# Arizona Open 2011 (IS NOW WCA OFFICIAL!)



## AustinReed (Apr 22, 2011)

Hello! 
Arizona Open 2011 will take place on June 04 2011 at Brown Mackie College in Phoenix. This competition was not going to be WCA official, but because of Ryan's awesome efforts, it is now! Registration and info below:
http://arizonaspeedcubing.com/arizona-open-2011/

If any questions, feel free to contact Ryan on the website.

-Thanks!


----------



## NathanG (Apr 24, 2011)

How many are signed up so far?


----------



## Tim Major (Apr 24, 2011)

NathanG said:


> How many are signed up so far?


 
http://arizonaspeedcubing.com/arizona-open-2011-competitors/

Hope you have an official comp soon in the future :tu


----------



## AustinReed (Apr 24, 2011)

Yeah. We need all the people we can get.


----------



## liljthedude (May 8, 2011)

I would go but I have to take the SAT that same day. =(


----------



## AustinReed (May 8, 2011)

That stinks :/ Oh well.


----------



## liljthedude (May 8, 2011)

Haha yeah, that's life.


----------



## ryan1127 (May 8, 2011)

*The comp is now official*

As of about a day ago, the comp will be WCA sanctioned. Jeremy Fleischman will be the delegate. We are really excited and hope everyone can come.


----------



## uberCuber (May 8, 2011)

OMG ITS OFFICIAL I AM COMING FOR SURE

will prob pre-register later today


----------



## liljthedude (May 8, 2011)

We should have another competition in Phoenix in July. =)


----------



## ryan1127 (May 8, 2011)

uberCuber said:


> OMG ITS OFFICIAL I AM COMING FOR SURE
> 
> will prob pre-register later today


 
Awesome! Justmake sure to look over it again. We had to make a couple changes


----------



## uberCuber (May 8, 2011)

Well, it says that there is 5x5, so as long as that stays true, I'm happy 

btw, I am the Justin Thomas that sent a request to the Arizona Speedcubing facebook group


----------



## Adrian (May 8, 2011)

I would go, but I doubt I can convince my mom to drive me there from Tucson.


----------



## joey (May 8, 2011)

I just changed the title and moved this to the official WCA comps forum, congrats guys!


----------



## AustinReed (May 9, 2011)

OMFG RYAN YOU ARE SO AWESOME AND AMAZING.

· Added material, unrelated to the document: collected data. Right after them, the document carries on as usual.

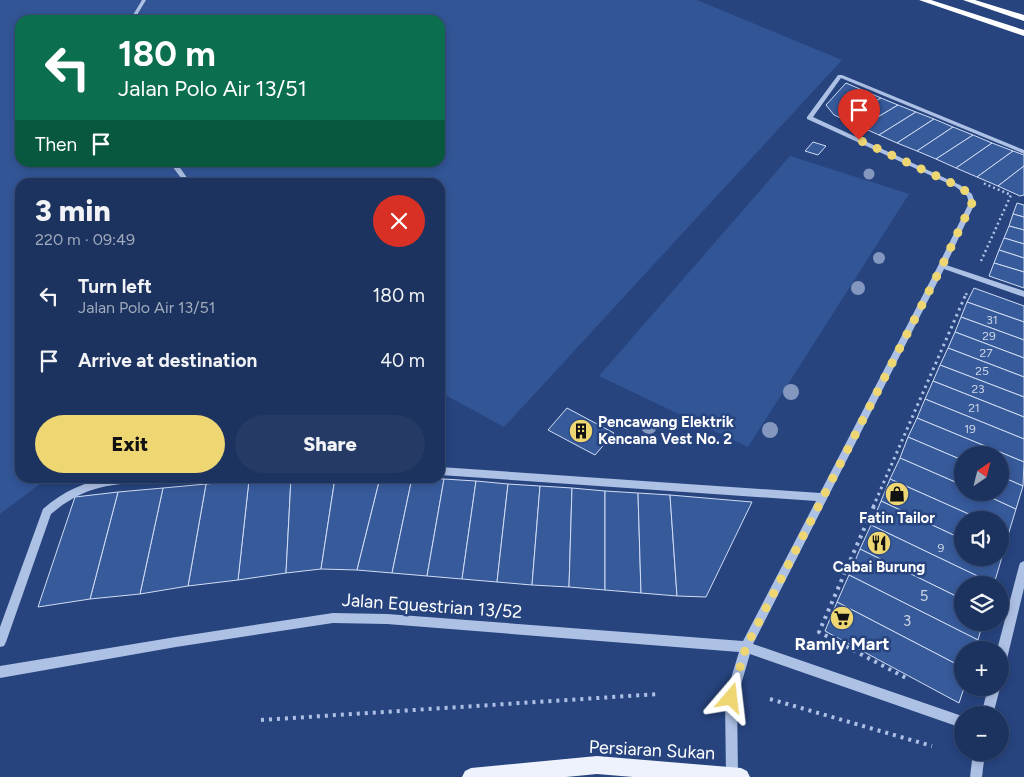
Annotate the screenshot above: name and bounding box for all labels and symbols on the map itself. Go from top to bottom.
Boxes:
pin [838,89,880,140]
house number: 31 [986,313,998,327]
house number: 29 [982,329,996,343]
house number: 27 [979,346,993,360]
house number: 25 [975,364,989,378]
house number: 23 [971,382,985,396]
house number: 21 [968,401,980,415]
place label: Pencawang Elektrik Kencana Vest No. 2 [598,413,734,448]
building icon: Pencawang Elektrik Kencana Vest No. 2 [568,418,594,444]
house number: 19 [964,422,976,436]
north arrow [954,446,1009,501]
shop icon: Fatin Tailor [884,481,910,507]
place label: Fatin Tailor [859,509,935,527]
restaurant icon: Cabai Burung [866,530,892,556]
house number: 9 [938,541,945,555]
place label: Cabai Burung [833,558,925,576]
house number: 5 [920,587,928,605]
street label: Jalan Equestrian 13/52 [341,589,523,623]
supermarket icon: Ramly Mart [829,605,855,631]
house number: 3 [903,612,911,630]
place label: Ramly Mart [794,633,890,655]
position arrow [704,671,756,723]
street label: Persiaran Sukan [588,736,716,764]

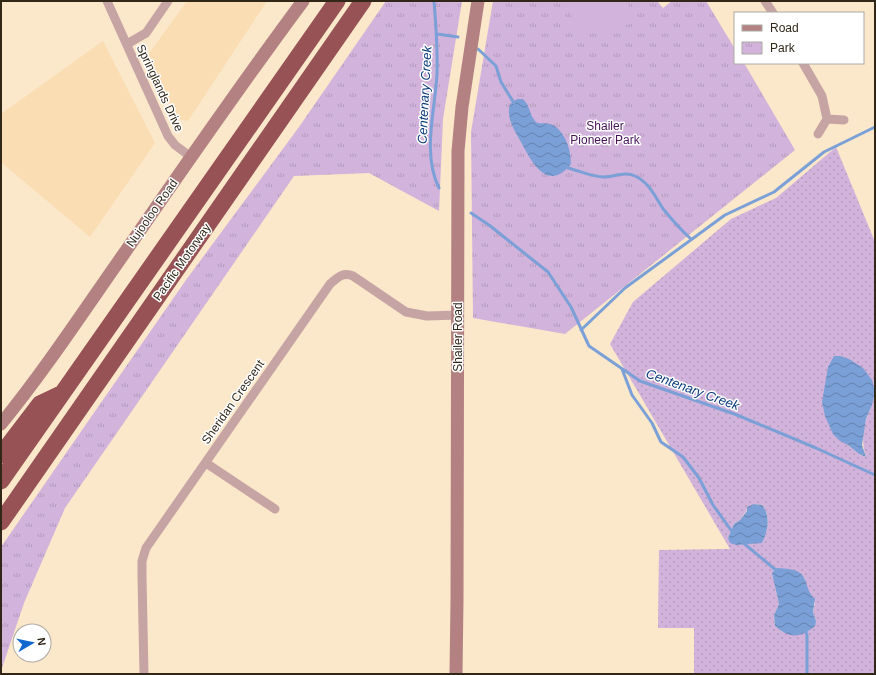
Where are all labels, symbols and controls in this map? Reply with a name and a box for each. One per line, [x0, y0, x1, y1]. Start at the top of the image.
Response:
legend [734, 12, 864, 64]
text: Road [770, 21, 799, 35]
text: Park [770, 41, 796, 55]
street label: Springlands Drive [134, 42, 186, 134]
water label: Centenary Creek [414, 44, 435, 144]
park label: Shailer Pioneer Park [570, 119, 641, 147]
street label: Nujooloo Road [123, 176, 181, 250]
street label: Pacific Motorway [150, 221, 214, 303]
street label: Shailer Road [451, 302, 465, 372]
street label: Sheridan Crescent [199, 357, 268, 447]
water label: Centenary Creek [644, 366, 743, 414]
north arrow [12, 623, 52, 663]
text: N [35, 637, 48, 646]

> We should have another competition in Phoenix in July. =)


Yeah, we should call it "Hell Open".


----------



## uberCuber (May 9, 2011)

AustinReed said:


> OMFG RYAN YOU ARE SO AWESOME AND AMAZING.
> 
> Yeah, we should call it "Hell Open".


 
<3
that goes to both parts of your post

btw youre about to get a facebook friend request from me :3
try not to be too scared by my Fat Booth profile pic :3


----------



## AustinReed (May 9, 2011)

LOL as soon as I read it, my phone buzzed phone your request. 
I'm going to bring all my cubes, and be willing to trade any. I'll also be able to bring extra honey! <3


----------



## Tall5001 (May 9, 2011)

OMG you guys are amazing I am totally coming so is bobo11420 and Thrawst!!! TEAM NEW MEXICO FTW!!!!! but yeah and one in july would be amazing too!!! im soo looking forward to it!


----------



## liljthedude (May 9, 2011)

Sounds like it's going to be awesome! I might just not take my SAT and go there! Ah!


----------



## AustinReed (May 9, 2011)

Tall5001 said:


> OMG you guys are amazing I am totally coming so is bobo11420 and Thrawst!!! TEAM NEW MEXICO FTW!!!!! but yeah and one in july would be amazing too!!! im soo looking forward to it!


 
Dude! Awesome! Can't wait to see you all there! 



> Sounds like it's going to be awesome! I might just not take my SAT and go there! Ah!


I would take your SAT


----------



## Tall5001 (May 9, 2011)

AustinReed said:


> Dude! Awesome! Can't wait to see you there!


haha me too!!



AustinReed said:


> I would take your SAT


Well depends is he a senior or a freshman if he isnt anything more then a junior then haha dont take it!


----------



## liljthedude (May 9, 2011)

Junior. Senior next year...


----------



## Tall5001 (May 9, 2011)

liljthedude said:


> Junior. Senior next year...


 
eh i didnt take it my junior year im taking it my senior or this summer idk so i wouldnt unless you think you will do bad on it then take it so u have a second chance!


----------



## ryan1127 (May 9, 2011)

Adrian said:


> I would go, but I doubt I can convince my mom to drive me there from Tucson.


 
I know some other Tucson kids are coming. Carpool? 



Tall5001 said:


> OMG you guys are amazing I am totally coming so is bobo11420 and Thrawst!!! TEAM NEW MEXICO FTW!!!!! but yeah and one in july would be amazing too!!! im soo looking forward to it!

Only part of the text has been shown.